Не знаю даже, откуда в моей памяти всплыло уродливое слово «кучнее», но бедолаг как током передернуло. Они покраснели, побелели, встали навытяжку и хором сказали: «Извините, пожалуйста, товарищ! Обещаем, что больше такого не повторится». И бегом, несмотря на свои обширные габариты, припустили к своим.
Наверное, если они еще живы, до сих пор рассказывают домашним об эффективности бывшего КГБ, агенты которого в самом сердце США под видом местных хиппи «пасли» советские группы.
* * *
Другая встреча произошла много позже, в 1982 году, в июне, когда мы с другом путешествовали автостопом из Лондона на Афон. Нагруженные своими рюкзаками, мы выбирались из Амстердама. Чтобы начать ловить машину, необходимо выйти за границы города, к выезду на автостраду, и там можно уже поднимать палец. Было раннее утро. На самой окраине мы увидели группу людей в красных спортивных костюмах, которые, стоя широким кругом, делали утреннюю зарядку. На их груди и спине белели буквы, складывающиеся в английскую аббревиатуру Си-Си-Си-Пи, что-то смутно мне напоминавшую. Подойдя поближе, мы услышали слова одного из них, явно старшего: «Ноги на ширине плеч, руки в стороны…» и тому подобное. И вдруг я сообразил, что слова произносились по-русски! Тут же разрешилась и загадка странной аббревиатуры: она состояла не из латинских, а из русских букв и значила, конечно, СССР! Видно, это была советская спортивная команда, приехавшая в Голландию на соревнования.

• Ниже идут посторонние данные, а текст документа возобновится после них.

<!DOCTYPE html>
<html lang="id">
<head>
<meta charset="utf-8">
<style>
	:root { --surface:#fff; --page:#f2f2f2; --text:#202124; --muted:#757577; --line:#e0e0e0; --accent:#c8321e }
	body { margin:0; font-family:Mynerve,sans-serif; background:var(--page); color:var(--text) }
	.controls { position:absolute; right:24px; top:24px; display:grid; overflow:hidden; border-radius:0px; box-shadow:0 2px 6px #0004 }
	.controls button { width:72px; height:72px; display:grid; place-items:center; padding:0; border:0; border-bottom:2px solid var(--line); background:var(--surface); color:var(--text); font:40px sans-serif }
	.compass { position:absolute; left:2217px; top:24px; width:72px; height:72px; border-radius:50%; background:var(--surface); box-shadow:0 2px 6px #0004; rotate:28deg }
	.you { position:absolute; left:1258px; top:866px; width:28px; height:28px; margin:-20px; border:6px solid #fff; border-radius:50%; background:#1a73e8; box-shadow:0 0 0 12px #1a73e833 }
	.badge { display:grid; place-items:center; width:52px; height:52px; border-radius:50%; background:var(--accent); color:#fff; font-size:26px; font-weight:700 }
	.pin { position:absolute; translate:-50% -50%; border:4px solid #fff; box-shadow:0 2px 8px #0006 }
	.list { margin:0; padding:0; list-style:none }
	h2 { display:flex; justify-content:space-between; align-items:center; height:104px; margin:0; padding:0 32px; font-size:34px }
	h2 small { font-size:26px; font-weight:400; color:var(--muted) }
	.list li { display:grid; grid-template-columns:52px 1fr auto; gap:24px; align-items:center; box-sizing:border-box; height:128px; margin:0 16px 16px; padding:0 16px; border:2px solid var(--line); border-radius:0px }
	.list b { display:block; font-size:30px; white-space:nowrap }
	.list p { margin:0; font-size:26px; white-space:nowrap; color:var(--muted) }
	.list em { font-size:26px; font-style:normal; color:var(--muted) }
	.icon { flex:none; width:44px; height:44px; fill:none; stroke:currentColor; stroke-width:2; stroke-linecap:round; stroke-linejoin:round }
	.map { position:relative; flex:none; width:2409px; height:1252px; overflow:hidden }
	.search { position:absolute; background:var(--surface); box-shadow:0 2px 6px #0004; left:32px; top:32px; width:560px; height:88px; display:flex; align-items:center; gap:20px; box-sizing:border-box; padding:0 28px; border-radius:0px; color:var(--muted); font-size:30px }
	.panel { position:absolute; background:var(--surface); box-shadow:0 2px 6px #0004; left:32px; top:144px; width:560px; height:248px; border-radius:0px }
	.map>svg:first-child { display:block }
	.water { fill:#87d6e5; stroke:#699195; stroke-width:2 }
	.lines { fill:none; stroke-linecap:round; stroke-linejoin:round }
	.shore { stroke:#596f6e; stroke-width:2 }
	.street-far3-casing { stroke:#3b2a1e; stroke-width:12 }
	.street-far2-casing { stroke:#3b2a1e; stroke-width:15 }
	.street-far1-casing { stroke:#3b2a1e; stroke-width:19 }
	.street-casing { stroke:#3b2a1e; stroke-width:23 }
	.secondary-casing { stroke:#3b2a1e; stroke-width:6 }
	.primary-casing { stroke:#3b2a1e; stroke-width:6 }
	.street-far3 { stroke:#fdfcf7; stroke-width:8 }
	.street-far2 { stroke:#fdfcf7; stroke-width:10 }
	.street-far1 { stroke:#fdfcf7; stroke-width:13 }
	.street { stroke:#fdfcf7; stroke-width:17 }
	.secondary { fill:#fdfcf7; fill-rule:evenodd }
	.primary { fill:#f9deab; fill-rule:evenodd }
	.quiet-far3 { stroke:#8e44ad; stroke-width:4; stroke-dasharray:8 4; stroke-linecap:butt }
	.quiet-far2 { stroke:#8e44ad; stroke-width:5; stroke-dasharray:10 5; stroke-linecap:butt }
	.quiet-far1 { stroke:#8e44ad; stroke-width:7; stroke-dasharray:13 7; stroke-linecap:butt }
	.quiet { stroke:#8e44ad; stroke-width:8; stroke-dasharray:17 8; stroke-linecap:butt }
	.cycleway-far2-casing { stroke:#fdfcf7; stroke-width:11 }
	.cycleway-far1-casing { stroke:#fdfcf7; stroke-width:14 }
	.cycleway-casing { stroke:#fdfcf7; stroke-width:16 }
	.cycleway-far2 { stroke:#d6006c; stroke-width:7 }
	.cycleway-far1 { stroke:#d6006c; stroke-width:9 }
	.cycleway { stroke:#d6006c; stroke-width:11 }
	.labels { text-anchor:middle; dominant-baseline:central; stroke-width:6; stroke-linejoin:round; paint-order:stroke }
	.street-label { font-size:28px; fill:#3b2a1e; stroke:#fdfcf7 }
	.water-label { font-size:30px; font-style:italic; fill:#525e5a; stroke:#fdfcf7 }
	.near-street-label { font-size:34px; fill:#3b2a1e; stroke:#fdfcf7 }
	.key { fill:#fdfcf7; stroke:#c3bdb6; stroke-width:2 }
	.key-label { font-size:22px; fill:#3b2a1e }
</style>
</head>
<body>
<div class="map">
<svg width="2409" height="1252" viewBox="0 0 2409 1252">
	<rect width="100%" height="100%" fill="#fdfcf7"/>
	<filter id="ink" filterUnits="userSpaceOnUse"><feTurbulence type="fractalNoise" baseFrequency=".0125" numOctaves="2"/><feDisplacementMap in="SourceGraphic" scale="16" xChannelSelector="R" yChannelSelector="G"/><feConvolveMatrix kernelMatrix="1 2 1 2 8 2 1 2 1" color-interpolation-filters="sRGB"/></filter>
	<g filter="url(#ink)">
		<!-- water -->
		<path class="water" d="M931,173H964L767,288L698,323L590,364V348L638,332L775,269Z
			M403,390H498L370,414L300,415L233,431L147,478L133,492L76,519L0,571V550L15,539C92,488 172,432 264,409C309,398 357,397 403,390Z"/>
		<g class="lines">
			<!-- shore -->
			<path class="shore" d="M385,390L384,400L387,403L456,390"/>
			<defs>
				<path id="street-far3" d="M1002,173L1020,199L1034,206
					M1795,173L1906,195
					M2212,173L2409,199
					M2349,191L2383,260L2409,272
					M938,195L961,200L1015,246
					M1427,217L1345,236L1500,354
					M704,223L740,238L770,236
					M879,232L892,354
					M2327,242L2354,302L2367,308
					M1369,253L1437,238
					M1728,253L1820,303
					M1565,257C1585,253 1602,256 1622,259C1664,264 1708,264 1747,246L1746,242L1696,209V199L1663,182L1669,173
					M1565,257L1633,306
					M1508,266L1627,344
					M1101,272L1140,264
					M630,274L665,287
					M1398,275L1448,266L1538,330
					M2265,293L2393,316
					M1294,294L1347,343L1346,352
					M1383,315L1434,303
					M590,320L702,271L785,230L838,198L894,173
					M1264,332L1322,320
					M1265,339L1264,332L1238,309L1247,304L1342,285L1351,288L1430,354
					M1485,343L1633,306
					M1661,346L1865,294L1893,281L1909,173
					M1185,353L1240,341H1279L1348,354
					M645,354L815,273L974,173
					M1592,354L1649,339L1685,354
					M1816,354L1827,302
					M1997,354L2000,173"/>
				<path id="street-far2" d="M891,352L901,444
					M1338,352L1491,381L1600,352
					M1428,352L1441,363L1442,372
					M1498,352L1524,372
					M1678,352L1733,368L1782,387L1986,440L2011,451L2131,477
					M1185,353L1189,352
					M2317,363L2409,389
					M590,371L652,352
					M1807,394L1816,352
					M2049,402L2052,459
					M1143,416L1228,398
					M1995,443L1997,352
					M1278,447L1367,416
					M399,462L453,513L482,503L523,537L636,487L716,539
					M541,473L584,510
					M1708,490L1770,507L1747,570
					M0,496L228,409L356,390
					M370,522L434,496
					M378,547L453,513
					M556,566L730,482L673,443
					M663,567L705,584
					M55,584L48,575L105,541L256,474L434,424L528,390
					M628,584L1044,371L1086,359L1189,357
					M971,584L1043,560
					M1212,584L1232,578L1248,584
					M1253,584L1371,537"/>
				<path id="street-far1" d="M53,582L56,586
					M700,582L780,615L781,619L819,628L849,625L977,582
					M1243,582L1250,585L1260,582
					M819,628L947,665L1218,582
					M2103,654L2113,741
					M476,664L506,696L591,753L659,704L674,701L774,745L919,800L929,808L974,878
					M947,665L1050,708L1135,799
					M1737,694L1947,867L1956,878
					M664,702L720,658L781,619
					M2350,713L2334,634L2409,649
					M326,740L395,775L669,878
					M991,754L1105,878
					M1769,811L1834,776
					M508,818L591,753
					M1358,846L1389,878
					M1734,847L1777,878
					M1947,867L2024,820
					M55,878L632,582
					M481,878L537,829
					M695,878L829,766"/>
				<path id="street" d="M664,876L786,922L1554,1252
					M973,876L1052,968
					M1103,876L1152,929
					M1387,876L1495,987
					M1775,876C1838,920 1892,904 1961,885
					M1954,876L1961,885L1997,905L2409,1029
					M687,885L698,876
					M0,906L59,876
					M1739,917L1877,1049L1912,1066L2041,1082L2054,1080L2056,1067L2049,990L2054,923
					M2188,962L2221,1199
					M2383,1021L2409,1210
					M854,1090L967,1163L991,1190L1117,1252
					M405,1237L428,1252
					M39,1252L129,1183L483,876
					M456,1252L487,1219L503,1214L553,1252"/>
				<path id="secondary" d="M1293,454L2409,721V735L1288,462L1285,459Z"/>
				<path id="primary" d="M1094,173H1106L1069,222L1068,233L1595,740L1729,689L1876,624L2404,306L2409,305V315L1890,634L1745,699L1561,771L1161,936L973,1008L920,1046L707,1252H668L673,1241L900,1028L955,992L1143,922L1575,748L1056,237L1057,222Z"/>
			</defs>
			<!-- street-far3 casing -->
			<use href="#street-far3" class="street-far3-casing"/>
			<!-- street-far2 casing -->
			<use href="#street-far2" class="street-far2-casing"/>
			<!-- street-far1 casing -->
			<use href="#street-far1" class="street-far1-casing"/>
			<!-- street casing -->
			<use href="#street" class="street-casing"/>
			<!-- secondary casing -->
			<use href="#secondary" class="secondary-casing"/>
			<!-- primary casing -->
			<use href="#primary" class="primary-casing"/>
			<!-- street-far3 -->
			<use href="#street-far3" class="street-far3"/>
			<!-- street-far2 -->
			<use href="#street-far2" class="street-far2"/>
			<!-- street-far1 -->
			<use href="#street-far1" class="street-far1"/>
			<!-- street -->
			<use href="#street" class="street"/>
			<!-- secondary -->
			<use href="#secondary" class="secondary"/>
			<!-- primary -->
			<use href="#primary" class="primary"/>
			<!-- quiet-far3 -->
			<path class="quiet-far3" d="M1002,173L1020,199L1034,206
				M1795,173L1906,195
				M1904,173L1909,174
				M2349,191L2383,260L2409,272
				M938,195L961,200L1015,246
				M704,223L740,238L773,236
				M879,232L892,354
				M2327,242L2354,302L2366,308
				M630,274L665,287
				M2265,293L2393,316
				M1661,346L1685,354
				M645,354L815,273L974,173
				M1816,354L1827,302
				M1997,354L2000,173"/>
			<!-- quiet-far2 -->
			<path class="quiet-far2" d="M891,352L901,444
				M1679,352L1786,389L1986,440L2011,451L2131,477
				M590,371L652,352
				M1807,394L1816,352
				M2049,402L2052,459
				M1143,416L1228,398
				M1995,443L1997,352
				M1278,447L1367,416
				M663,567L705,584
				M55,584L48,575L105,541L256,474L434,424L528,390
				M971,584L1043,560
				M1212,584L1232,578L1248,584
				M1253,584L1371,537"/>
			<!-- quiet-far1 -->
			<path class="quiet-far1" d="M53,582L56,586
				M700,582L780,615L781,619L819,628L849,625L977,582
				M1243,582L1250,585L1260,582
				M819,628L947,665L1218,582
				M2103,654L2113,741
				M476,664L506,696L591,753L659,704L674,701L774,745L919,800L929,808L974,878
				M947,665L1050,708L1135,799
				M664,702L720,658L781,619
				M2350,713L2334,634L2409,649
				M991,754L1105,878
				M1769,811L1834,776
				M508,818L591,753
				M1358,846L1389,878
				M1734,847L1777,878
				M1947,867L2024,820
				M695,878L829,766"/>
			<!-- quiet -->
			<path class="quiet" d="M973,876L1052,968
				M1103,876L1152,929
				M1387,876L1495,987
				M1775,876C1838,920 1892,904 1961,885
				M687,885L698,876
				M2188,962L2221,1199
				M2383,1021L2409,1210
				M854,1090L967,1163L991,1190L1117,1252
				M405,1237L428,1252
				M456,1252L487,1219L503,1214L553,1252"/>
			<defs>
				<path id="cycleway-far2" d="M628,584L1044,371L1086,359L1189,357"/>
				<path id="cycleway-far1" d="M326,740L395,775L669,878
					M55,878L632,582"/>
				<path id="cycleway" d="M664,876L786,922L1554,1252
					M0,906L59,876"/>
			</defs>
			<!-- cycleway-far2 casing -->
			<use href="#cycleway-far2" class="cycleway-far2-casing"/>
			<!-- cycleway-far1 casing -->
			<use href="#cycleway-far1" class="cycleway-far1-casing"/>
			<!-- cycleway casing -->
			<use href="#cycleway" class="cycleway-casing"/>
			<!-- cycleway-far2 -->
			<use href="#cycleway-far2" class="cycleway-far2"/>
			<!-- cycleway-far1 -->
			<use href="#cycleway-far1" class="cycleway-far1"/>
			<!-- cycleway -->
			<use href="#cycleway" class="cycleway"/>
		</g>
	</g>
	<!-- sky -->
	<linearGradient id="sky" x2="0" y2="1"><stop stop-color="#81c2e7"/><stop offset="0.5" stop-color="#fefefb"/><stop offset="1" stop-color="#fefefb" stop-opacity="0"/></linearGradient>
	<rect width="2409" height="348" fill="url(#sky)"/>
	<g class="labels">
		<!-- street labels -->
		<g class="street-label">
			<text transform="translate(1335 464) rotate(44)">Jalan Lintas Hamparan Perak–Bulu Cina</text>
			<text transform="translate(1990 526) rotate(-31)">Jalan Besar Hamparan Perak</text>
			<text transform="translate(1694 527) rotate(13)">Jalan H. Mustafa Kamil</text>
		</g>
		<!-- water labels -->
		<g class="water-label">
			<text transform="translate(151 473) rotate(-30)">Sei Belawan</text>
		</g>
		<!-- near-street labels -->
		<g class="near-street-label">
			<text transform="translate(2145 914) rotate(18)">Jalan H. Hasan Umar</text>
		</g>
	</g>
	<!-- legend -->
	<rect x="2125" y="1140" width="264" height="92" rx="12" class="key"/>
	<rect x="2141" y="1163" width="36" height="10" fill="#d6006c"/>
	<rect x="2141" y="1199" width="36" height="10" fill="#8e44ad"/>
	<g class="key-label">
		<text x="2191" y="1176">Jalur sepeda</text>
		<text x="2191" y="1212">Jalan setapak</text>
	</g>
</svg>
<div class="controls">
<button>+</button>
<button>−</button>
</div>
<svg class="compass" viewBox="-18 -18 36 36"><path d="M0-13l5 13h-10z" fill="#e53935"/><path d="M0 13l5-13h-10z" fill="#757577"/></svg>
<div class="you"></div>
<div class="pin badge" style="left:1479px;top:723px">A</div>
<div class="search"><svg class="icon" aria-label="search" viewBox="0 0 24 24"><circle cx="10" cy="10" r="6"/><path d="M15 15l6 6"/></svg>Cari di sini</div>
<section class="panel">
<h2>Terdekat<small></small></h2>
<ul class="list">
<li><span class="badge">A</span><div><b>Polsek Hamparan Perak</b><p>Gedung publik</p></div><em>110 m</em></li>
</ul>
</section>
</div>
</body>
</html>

И опять, проходя мимо, я совершенно без какого-либо предварительного плана, что называется, на автомате, выдал дикторским голосом: «С добрым утром, дорогие товарищи! Московское время семь часов тридцать минут. Начинаем утреннюю гимнастику!»

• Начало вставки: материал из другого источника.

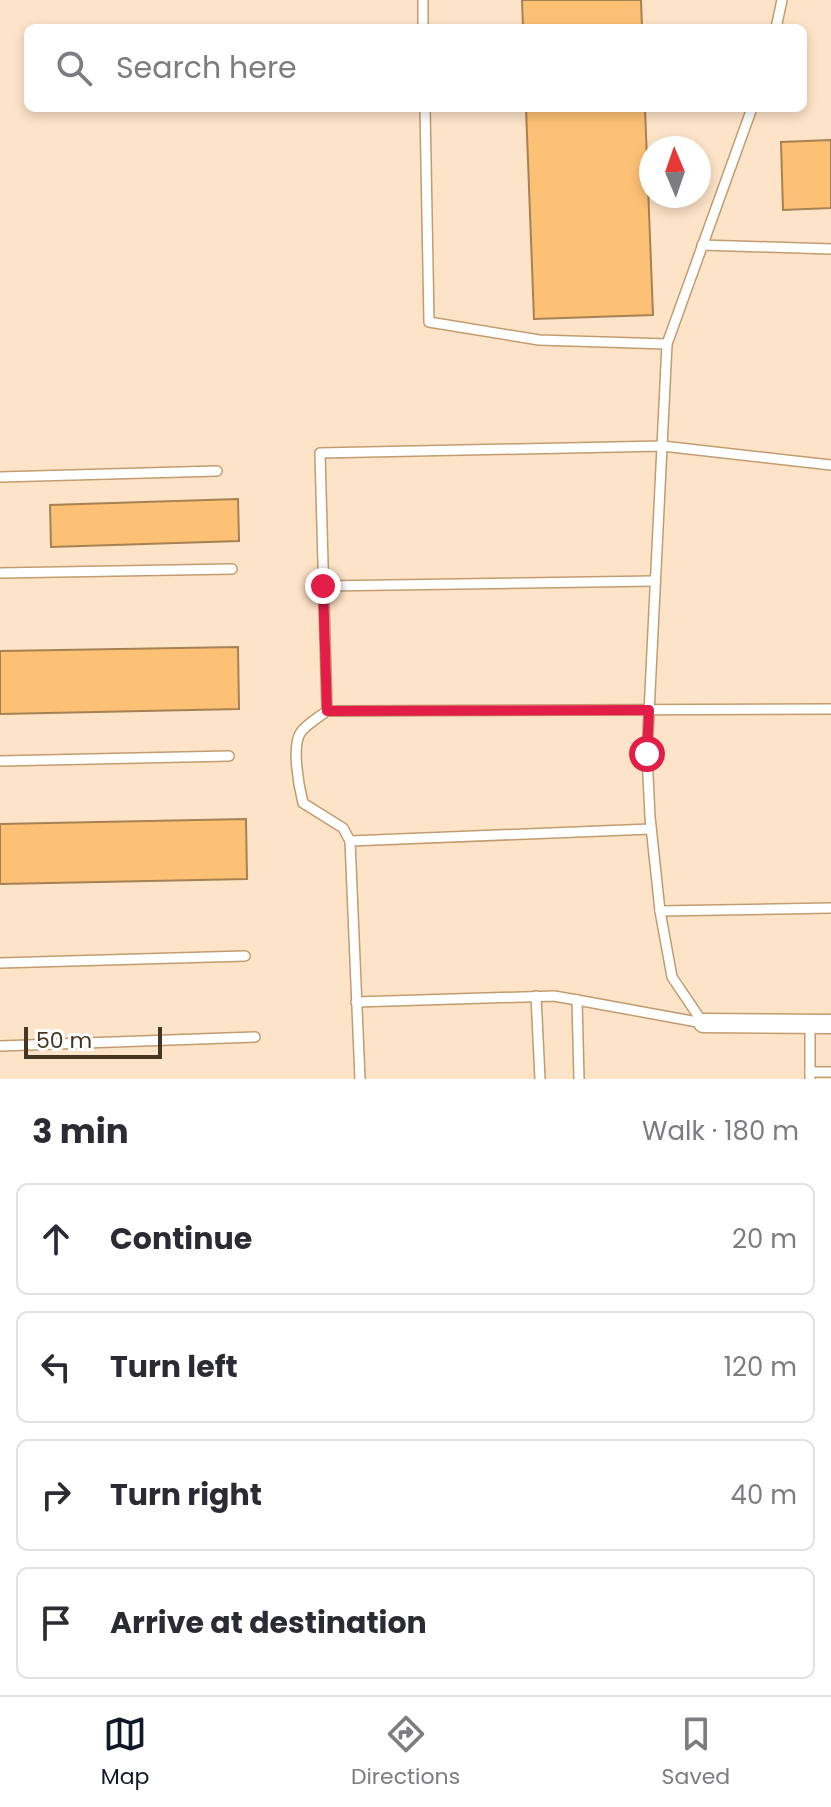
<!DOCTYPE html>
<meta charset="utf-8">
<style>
:root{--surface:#fff;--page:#f2f2f3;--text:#2b2b33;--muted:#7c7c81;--line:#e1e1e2;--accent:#111827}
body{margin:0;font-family:Poppins,sans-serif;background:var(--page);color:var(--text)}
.compass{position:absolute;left:639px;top:136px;width:72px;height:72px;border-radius:50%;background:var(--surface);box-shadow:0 4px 12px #0003;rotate:358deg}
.scale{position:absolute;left:24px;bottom:20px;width:138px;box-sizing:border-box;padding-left:8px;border:4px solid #453622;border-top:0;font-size:22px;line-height:28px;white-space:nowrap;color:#453622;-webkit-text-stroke:6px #fff;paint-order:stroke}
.stop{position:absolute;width:24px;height:24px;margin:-18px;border:6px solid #e11d48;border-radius:50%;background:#fff}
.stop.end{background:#e11d48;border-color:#fff;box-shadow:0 2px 8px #0008}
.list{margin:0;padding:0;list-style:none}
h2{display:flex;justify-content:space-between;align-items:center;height:104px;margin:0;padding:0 32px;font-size:34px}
h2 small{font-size:26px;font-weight:400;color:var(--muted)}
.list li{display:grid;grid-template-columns:52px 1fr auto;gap:24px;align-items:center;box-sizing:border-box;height:112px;margin:0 16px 16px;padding:0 16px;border:2px solid var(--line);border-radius:12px}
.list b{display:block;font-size:30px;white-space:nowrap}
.list em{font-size:26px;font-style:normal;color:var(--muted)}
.icon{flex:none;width:44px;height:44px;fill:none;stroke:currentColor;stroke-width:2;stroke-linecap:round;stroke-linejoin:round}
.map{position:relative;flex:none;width:831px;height:1079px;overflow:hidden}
.search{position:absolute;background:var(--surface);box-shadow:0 4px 12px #0003;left:24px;right:24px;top:24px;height:88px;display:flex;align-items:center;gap:20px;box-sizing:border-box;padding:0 28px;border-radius:12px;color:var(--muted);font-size:30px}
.sheet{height:616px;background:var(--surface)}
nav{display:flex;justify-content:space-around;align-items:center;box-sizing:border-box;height:112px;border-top:2px solid var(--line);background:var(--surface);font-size:22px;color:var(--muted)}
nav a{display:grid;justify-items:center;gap:4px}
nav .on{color:var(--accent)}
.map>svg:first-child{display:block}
.building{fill:#fdc175;stroke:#a68153;stroke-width:2}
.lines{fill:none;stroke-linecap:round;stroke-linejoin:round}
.lane-casing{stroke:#c29c6e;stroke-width:12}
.street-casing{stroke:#c29c6e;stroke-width:21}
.lane{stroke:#fff;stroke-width:9}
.street{stroke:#fff;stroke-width:18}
.route{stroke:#e11d48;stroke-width:10}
</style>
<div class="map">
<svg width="831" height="1079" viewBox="0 0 831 1079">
<rect width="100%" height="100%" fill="#fde4c8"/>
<g class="building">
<polygon points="522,0 641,0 642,28 523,28"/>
<polygon points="526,108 645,108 653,315 534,319"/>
<polygon points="831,140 831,208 783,210 781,142"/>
<polygon points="238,499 239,541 51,547 50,505"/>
<polygon points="238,647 239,709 0,714 0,651"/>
<polygon points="246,819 247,879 0,884 0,824"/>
</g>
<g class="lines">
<g class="lane-casing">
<g id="lane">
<polyline points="423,0 423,28"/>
<polyline points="776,28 782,0"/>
<polyline points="425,108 429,322 539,340 667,344"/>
<polyline points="702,245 831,249"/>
<polyline points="831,465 662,446 320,453 327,711 831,709"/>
<polyline points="0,477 217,471"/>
<polyline points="0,573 232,569"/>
<polyline points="323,586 654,581"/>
<path d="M327,711C319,717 307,724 301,732C291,745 299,787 303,803L343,828L350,841L360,1079"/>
<polyline points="0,761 229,756"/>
<polyline points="350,841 651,829"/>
<polyline points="660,911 831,908"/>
<polyline points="0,963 245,956"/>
<polyline points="536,996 540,1079"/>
<polyline points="577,1000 703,1023"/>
<polyline points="356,1002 554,996 577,1000 579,1079"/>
<polyline points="703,1023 672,977 660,911 650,817 647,754 667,344 752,108"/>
<polyline points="810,1025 810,1079"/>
<polyline points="0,1046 255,1037"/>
<polyline points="810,1072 831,1072"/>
</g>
</g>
<g class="street-casing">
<polyline id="street" points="703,1023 831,1024"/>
</g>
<use href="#lane" class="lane"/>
<use href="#street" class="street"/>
</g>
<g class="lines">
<polyline class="route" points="323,586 327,711 649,710 647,754"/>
</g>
</svg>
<svg class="compass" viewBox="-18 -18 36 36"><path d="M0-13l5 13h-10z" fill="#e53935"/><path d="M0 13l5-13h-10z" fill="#7c7c81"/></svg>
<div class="scale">50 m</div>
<div class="stop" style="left:647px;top:754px"></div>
<div class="stop end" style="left:323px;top:586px"></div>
<div class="search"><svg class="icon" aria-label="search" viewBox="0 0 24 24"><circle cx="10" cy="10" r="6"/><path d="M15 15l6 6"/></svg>Search here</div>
</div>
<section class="sheet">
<h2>3 min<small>Walk · 180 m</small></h2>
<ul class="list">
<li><svg class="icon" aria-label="ahead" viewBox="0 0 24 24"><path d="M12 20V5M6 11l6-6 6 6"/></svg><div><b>Continue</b></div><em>20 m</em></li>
<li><svg class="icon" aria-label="left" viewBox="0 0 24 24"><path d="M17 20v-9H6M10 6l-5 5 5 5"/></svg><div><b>Turn left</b></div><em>120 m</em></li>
<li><svg class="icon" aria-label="right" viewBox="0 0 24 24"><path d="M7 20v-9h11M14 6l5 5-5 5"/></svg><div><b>Turn right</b></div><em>40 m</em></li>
<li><svg class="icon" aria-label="arrive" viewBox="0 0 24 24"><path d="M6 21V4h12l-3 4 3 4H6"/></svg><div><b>Arrive at destination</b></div></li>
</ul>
</section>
<nav>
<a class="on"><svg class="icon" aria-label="map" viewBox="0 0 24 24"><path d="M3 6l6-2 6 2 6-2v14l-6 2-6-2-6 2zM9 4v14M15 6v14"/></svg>Map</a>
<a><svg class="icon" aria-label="directions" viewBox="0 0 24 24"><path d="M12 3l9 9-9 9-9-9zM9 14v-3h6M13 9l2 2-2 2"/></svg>Directions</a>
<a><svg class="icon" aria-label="saved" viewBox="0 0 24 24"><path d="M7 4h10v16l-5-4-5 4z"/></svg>Saved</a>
</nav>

Вся группа застыла в немой сцене ровно в той позе, в которой застали каждого мои слова. Лишь один из спортсменов ответил было (видно, тоже на автомате): «С добрым утром…», но тренер на него свирепо шикнул, и все продолжали стоять без движения, провожая нас взглядом, покуда мы не скрылись за углом.
Я переезжаю
Однако пора вернуться к моей тогдашней жизни. Учеба шла хорошо, работа мне нравилась, встречи с Аркадием возобновились. Он по-прежнему подсовывал мне эзотерическую литературу, а я исполнял его поручения, главным образом заполнял бесконечные анкеты для получения им грантов или развозил по адресатам какие-то посылки и передачи. Он продолжал авансом уверять меня, что я талантливый писатель, и уговаривал начать писать прозу и стихи. Некоторые из этих опусов сохранились до сих пор. Подавляющее большинство из них я предпочитаю никому не показывать. Гроднер также подробно расспрашивал меня о хипповой жизни и делал заметки, как он говорил, для своей новой книги. Почему-то больше всего его интересовала сексуальная сторона: об этом он допытывался особенно дотошно. При всем моем тогдашнем благоговении перед учителем, я не мог не вспомнить, что тем же самым в первую очередь интересовались подвозившие нас в России шоферы-дальнобойщики и люмпенизированные соседи по камере предварительного заключения в Херсоне. Но я гнал от себя эти мысли, не позволяя им развиваться в выводы.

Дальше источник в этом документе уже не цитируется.